Jovens brasileiros exigem voz na COP17 sobre meio ambiente
Beatriz Azevedo, Land Hero, destaca a necessidade de maior inclusão juvenil nas decisões climáticas da COP17 em Ulaanbaatar.
A presença de jovens nas conferências internacionais sobre meio ambiente tem avançado consideravelmente nos últimos anos. No entanto, ainda enfrentamos um grande desafio: garantir que esses jovens sejam verdadeiramente integrados nos espaços de decisão. Essa é a visão de Beatriz Azevedo, uma advogada de 33 anos, natural do Ceará, que foi uma das dez jovens reconhecidas em 2024 como Land Heroes pela Convenção das Nações Unidas de Combate à Desertificação (UNCCD).
O título de Land Hero destaca o trabalho de jovens e organizações que atuam no combate à desertificação, à degradação da terra e à seca. Essa seleção visa dar visibilidade a esses agentes de mudança e conectá-los aos processos da convenção.
Beatriz ressalta que existe uma expectativa crescente em relação ao papel dos jovens na busca por soluções para a crise ambiental e climática. No entanto, ela observa que não têm sido oferecidas as estruturas, os financiamentos e as oportunidades profissionais que correspondem a essa expectativa.

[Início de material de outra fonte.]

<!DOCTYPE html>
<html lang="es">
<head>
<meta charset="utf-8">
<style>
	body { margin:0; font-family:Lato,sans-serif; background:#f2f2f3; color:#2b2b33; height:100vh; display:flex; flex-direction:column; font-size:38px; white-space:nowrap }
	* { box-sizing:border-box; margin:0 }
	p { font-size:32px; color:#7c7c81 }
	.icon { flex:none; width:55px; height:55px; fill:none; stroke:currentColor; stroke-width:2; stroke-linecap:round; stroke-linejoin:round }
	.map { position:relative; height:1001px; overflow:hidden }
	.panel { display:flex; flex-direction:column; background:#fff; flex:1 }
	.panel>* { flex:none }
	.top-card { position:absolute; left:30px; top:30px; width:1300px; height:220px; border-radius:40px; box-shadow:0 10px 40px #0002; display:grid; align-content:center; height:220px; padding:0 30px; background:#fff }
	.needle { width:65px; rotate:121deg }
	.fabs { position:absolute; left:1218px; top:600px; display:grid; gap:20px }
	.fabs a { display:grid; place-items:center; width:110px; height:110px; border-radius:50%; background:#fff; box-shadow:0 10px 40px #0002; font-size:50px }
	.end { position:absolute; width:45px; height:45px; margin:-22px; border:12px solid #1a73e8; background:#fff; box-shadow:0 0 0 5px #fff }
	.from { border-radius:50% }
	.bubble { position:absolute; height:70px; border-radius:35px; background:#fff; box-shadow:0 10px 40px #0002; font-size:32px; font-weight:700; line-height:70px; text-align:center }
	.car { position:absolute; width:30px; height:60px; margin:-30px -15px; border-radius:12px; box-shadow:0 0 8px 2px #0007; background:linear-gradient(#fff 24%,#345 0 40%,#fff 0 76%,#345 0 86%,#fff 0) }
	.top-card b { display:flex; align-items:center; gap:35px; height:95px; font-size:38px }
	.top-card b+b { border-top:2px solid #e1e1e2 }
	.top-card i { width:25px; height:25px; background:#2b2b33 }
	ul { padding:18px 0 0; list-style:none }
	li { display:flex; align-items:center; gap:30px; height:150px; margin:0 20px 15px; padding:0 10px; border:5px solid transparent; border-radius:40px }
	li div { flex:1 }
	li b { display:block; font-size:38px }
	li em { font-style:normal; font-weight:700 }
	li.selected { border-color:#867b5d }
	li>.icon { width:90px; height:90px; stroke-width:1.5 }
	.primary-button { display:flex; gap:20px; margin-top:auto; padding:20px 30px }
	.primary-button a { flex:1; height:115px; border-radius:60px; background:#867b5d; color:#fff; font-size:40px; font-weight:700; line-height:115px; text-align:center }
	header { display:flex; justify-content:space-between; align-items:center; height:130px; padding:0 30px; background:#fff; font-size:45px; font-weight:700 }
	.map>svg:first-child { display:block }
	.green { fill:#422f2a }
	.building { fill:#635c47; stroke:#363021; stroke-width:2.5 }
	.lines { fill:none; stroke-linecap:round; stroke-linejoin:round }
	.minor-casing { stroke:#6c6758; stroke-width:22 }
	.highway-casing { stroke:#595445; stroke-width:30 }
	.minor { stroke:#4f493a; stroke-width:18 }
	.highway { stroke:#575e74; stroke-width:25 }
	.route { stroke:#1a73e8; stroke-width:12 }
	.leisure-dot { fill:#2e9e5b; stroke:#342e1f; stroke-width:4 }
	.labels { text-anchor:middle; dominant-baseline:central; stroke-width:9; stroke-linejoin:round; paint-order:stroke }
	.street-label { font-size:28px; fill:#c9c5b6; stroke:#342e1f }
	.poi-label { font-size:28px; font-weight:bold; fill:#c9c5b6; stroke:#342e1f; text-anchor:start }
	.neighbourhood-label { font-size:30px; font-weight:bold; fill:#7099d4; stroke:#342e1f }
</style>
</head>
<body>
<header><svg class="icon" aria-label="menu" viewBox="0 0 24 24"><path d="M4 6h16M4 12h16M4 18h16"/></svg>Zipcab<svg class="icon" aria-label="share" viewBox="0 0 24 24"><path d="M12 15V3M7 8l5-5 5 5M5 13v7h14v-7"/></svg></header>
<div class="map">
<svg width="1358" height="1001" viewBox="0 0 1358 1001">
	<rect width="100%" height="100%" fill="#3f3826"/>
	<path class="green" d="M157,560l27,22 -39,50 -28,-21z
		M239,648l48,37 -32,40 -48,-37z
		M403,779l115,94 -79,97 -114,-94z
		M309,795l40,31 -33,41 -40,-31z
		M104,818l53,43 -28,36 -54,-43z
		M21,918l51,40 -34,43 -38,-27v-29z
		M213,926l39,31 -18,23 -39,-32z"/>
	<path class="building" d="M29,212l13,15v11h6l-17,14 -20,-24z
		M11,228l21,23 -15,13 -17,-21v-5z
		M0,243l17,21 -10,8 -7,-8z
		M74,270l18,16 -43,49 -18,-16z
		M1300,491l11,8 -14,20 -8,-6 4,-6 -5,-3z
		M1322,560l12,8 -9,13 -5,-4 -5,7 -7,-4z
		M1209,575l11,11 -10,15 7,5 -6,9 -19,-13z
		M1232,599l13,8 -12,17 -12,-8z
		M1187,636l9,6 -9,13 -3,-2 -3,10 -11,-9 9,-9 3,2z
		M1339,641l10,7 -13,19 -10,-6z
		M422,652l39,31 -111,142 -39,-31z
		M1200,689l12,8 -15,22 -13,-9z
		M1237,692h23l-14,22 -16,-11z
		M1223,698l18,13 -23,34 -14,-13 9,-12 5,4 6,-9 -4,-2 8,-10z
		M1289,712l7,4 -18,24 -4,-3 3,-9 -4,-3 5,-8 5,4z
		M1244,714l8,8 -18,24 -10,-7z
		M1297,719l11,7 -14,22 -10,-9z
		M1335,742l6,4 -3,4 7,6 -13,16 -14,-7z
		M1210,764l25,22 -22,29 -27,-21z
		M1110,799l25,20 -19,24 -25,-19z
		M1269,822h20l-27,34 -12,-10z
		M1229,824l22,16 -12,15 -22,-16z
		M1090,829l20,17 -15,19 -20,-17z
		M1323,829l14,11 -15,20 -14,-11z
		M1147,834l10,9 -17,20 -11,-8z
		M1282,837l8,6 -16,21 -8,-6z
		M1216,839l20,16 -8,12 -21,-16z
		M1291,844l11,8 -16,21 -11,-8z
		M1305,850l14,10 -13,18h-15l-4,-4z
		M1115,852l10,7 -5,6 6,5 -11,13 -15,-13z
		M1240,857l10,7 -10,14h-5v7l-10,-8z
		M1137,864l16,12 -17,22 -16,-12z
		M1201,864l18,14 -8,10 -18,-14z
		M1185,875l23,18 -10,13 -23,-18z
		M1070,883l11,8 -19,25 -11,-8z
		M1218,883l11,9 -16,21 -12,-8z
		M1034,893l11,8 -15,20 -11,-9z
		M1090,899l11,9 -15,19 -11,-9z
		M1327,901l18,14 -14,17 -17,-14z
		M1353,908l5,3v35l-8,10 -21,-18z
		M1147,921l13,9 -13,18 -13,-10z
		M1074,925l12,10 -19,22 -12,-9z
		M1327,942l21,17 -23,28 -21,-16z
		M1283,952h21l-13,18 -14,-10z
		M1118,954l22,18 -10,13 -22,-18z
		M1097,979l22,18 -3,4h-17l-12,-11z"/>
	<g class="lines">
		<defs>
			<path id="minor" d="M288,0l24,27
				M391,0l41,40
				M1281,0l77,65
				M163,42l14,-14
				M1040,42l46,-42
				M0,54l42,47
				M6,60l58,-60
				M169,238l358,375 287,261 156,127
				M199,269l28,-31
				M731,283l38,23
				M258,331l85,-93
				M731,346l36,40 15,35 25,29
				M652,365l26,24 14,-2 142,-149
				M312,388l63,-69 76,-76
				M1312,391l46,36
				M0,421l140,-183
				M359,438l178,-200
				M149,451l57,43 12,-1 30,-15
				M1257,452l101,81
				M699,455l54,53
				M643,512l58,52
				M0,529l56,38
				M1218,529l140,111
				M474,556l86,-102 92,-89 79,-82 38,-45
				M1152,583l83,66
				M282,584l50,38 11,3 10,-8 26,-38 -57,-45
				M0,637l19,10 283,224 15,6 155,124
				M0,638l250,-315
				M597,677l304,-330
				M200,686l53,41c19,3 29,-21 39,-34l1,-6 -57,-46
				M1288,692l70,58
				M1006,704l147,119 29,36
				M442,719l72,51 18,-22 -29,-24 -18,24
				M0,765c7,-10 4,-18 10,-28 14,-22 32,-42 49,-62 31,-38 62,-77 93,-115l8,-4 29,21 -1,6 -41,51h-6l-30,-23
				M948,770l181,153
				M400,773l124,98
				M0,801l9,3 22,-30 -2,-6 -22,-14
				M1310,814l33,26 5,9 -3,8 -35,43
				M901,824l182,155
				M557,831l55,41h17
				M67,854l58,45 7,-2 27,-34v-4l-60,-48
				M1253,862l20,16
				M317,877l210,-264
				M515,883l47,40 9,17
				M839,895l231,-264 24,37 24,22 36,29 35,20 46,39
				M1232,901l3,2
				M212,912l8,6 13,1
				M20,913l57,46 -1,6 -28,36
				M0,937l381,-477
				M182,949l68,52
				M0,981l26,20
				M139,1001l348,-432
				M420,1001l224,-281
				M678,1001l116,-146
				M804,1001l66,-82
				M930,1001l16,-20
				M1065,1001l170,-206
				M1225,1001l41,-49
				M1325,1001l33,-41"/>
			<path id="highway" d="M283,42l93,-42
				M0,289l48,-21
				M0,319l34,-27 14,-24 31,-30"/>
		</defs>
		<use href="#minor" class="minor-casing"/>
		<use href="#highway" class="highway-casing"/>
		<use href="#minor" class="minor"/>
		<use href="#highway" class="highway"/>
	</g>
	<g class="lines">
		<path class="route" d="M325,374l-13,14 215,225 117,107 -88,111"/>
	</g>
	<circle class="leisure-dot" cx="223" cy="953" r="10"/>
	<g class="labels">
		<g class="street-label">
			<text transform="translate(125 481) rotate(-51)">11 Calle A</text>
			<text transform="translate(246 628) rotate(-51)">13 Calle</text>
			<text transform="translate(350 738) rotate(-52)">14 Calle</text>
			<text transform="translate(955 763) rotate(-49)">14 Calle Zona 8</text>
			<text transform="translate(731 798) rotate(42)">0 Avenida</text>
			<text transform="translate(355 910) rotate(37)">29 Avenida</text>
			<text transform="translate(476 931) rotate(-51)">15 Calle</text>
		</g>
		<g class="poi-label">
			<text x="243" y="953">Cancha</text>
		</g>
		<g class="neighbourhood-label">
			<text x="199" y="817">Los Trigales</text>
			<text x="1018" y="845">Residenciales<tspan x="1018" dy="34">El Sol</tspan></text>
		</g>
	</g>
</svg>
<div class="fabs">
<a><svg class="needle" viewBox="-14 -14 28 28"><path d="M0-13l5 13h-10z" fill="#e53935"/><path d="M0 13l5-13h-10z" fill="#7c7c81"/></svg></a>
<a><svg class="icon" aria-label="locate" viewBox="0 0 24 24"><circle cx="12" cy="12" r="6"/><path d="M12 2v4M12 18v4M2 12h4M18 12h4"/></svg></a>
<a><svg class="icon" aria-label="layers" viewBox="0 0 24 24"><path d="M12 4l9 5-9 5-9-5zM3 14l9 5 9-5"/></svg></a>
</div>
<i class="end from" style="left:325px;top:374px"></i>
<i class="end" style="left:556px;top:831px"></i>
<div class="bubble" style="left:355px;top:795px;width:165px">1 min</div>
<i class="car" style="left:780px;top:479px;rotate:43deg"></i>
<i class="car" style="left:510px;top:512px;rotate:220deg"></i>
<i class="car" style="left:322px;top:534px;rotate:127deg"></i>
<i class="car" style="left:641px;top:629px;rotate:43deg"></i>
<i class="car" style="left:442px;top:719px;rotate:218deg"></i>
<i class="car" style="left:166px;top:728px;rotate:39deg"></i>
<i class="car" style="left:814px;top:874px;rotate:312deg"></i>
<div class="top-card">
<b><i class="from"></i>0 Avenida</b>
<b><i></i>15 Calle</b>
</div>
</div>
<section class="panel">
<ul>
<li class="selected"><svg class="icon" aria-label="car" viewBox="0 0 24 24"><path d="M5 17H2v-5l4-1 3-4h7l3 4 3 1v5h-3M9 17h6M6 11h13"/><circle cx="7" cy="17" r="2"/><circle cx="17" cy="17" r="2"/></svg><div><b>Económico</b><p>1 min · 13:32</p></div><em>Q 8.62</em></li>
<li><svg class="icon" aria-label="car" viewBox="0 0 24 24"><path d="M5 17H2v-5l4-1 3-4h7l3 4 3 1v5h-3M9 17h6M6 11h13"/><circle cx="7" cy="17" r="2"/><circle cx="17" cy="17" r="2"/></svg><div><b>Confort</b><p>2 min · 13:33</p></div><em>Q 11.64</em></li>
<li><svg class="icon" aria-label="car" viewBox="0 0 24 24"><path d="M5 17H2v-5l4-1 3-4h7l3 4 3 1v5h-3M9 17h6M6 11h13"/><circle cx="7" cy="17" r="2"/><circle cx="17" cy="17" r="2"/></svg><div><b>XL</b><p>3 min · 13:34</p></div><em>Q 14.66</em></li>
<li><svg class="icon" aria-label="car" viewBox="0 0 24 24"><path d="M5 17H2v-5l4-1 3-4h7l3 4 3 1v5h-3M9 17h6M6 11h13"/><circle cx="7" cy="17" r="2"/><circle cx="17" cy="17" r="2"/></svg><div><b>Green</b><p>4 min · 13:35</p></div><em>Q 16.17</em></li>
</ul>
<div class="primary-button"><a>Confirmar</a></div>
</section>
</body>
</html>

Em uma entrevista à Agência Brasil, Beatriz também discute os desafios de transformar a representatividade em influência política. Ela aborda ainda a questão do financiamento de iniciativas de restauração e suas expectativas para a COP17, que começou na última segunda-feira, dia 17, e vai até 28 de agosto, em Ulaanbaatar, na Mongólia, com o tema “Restaurando a Terra. Restaurando a Esperança”.
Representantes de 197 países, além de cientistas, empresas, organizações da sociedade civil, povos indígenas, pastores, agricultores familiares e jovens, estão reunidos para debater temas como restauração de terras, seca, segurança alimentar, financiamento e resiliência.
Além de seu papel como Land Hero, Beatriz também é presidente da Comissão de Direito Ambiental da Ordem dos Advogados do Brasil (OAB) e fundadora da ABA Climate Solutions, uma consultoria especializada em financiamento climático.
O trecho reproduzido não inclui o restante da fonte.